Your objective: Count every line in the data below where "rows" occurs, then state that number and nothing more.

(Stored items)
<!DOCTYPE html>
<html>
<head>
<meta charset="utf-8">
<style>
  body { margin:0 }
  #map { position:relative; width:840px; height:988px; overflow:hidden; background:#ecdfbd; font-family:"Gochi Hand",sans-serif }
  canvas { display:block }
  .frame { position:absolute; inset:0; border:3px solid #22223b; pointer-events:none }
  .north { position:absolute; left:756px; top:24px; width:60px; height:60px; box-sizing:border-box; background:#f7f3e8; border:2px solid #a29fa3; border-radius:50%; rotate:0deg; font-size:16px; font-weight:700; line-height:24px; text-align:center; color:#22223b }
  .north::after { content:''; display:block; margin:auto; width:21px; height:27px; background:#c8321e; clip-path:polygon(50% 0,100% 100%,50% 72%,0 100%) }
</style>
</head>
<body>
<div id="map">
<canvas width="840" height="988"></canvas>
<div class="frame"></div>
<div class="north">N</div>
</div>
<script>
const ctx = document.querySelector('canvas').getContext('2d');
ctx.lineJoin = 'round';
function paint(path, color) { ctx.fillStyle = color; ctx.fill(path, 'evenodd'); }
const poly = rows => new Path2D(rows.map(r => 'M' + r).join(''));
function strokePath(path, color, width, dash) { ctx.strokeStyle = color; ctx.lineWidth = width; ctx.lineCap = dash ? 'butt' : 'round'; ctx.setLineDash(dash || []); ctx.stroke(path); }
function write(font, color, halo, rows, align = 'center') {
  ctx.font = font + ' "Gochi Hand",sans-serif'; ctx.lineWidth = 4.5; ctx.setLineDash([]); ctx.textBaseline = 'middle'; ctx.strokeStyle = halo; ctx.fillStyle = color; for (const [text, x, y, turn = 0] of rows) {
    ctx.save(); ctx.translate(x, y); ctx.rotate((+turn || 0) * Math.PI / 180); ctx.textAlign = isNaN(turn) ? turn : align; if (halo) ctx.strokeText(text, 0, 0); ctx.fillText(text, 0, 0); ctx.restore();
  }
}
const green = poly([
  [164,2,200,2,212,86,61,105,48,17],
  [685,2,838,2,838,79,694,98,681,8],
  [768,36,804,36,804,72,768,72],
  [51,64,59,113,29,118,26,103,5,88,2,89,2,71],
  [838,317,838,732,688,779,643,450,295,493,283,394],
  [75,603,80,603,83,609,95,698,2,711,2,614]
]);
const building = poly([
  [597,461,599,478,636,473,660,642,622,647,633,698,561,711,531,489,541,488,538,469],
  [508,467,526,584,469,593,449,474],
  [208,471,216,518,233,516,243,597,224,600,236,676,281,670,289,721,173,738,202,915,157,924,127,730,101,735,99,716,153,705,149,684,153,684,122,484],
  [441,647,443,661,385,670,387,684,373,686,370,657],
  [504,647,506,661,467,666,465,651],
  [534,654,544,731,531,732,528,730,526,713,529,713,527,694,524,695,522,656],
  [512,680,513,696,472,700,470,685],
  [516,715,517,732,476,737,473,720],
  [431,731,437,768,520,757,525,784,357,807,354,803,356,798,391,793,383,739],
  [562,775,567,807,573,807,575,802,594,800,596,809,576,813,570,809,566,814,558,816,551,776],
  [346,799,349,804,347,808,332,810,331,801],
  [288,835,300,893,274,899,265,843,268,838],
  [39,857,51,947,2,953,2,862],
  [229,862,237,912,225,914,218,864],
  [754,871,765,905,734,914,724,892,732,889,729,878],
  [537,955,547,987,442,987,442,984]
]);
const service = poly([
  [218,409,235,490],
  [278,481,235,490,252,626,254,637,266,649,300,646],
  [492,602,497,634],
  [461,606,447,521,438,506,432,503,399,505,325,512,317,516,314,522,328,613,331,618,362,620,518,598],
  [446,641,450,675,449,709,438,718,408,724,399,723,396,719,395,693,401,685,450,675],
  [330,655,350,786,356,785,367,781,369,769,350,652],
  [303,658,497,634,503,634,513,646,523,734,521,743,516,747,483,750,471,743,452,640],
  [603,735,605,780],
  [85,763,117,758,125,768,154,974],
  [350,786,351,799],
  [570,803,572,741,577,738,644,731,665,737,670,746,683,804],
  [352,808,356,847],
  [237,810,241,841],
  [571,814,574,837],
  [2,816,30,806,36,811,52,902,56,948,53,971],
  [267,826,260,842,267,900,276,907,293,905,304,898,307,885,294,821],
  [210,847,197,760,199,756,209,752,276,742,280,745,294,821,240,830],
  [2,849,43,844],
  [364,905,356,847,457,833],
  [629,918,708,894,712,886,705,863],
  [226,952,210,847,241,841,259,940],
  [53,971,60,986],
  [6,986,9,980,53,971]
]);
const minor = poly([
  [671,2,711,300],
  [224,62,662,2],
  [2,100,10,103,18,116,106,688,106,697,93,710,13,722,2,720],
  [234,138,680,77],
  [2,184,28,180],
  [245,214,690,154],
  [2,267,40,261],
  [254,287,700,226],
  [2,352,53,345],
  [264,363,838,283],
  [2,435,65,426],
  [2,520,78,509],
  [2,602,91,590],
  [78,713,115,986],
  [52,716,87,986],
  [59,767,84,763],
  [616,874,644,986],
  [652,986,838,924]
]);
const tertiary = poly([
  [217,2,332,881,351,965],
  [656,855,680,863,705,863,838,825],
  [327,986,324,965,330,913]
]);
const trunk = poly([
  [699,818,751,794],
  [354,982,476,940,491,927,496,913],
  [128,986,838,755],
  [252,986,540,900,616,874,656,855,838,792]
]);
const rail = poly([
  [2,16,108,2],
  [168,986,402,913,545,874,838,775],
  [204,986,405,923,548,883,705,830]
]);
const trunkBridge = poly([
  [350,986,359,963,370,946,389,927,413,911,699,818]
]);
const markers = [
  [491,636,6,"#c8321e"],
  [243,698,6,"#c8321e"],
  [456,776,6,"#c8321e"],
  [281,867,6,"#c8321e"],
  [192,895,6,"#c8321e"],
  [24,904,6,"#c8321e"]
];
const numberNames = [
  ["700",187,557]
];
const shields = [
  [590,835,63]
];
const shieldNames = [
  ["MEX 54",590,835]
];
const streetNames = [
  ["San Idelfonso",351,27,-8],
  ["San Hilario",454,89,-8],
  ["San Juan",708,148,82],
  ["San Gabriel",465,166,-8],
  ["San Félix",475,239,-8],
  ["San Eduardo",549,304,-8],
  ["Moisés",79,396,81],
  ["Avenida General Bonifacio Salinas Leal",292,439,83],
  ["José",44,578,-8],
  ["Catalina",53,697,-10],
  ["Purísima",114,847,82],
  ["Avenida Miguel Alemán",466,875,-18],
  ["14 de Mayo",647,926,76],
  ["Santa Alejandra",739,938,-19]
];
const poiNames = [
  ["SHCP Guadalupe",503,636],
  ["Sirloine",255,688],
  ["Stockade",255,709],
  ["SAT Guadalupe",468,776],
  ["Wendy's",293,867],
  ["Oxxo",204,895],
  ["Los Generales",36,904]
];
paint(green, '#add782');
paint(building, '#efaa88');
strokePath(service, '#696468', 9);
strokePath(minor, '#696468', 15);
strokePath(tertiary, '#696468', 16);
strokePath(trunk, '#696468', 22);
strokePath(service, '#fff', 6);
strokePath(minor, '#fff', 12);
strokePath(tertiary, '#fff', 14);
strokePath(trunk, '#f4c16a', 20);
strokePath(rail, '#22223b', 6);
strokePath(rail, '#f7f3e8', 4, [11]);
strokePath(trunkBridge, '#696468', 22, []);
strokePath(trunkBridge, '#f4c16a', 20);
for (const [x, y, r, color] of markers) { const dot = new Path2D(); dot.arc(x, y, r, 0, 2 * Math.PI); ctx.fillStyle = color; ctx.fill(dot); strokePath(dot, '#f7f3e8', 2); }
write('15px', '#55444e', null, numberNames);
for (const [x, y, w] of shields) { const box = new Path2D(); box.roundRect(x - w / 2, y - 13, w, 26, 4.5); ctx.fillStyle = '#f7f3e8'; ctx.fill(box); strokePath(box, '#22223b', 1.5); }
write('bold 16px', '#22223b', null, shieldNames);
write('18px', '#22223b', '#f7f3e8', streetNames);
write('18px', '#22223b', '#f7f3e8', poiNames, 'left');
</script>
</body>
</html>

==

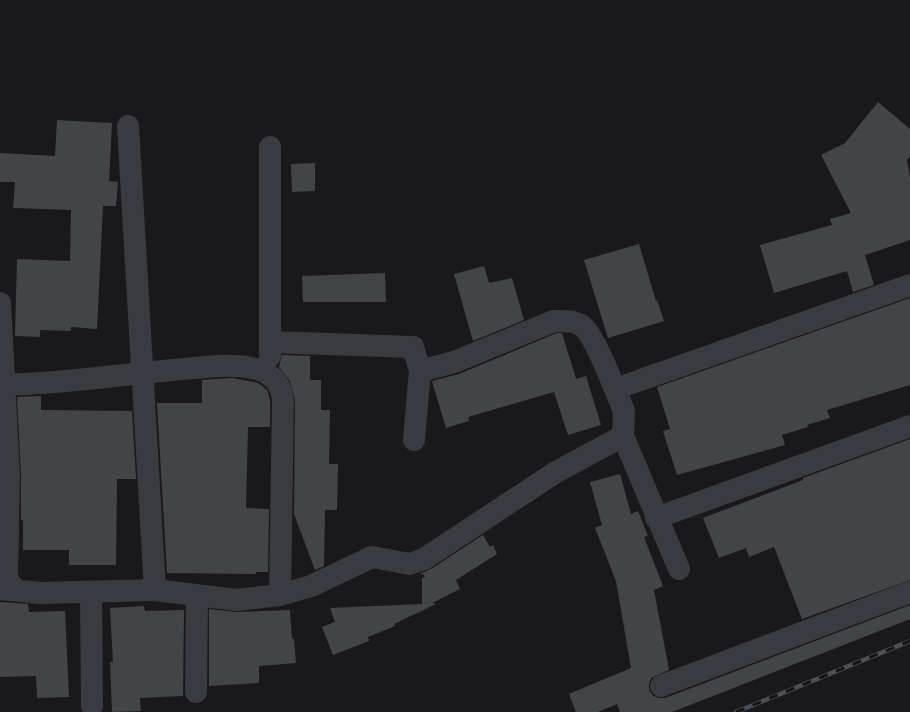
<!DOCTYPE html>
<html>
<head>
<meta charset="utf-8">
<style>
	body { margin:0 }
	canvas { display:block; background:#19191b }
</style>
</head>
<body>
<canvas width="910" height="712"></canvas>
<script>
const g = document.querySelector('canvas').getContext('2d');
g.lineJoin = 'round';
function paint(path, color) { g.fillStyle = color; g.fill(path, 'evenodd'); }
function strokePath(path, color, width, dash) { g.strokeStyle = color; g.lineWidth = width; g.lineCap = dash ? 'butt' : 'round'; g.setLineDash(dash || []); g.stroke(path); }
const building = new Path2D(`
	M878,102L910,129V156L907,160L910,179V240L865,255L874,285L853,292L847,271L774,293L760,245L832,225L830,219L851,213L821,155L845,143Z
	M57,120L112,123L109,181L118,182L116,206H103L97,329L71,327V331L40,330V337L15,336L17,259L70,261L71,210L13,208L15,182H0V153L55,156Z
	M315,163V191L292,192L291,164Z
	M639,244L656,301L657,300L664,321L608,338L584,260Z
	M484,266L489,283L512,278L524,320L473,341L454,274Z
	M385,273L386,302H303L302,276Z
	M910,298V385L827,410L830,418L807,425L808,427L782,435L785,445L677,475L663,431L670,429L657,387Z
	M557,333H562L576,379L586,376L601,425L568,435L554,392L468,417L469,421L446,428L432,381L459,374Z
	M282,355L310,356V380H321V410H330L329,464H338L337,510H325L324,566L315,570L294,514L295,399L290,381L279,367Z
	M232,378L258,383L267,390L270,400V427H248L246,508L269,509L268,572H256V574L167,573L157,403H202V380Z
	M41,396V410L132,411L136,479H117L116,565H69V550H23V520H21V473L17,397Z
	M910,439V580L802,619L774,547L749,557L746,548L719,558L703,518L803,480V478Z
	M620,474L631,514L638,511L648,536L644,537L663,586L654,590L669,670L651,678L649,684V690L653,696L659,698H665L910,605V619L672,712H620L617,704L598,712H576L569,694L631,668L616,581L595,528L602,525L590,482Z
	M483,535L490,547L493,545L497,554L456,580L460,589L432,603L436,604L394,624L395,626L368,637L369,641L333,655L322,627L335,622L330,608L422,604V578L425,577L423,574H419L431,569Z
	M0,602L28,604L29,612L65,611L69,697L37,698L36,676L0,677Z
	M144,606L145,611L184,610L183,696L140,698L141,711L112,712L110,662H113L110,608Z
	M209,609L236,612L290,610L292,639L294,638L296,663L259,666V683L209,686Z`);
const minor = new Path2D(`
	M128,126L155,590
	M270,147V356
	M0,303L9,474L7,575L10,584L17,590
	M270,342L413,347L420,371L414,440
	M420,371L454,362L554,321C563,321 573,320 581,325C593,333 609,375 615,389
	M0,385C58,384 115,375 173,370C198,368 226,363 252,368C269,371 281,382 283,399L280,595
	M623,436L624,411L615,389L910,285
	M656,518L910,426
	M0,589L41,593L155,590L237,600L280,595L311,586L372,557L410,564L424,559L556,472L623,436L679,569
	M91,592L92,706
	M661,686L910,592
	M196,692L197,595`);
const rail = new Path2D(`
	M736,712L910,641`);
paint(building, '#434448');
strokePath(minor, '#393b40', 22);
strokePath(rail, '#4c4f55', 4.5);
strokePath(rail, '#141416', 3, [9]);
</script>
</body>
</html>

Answer area: 3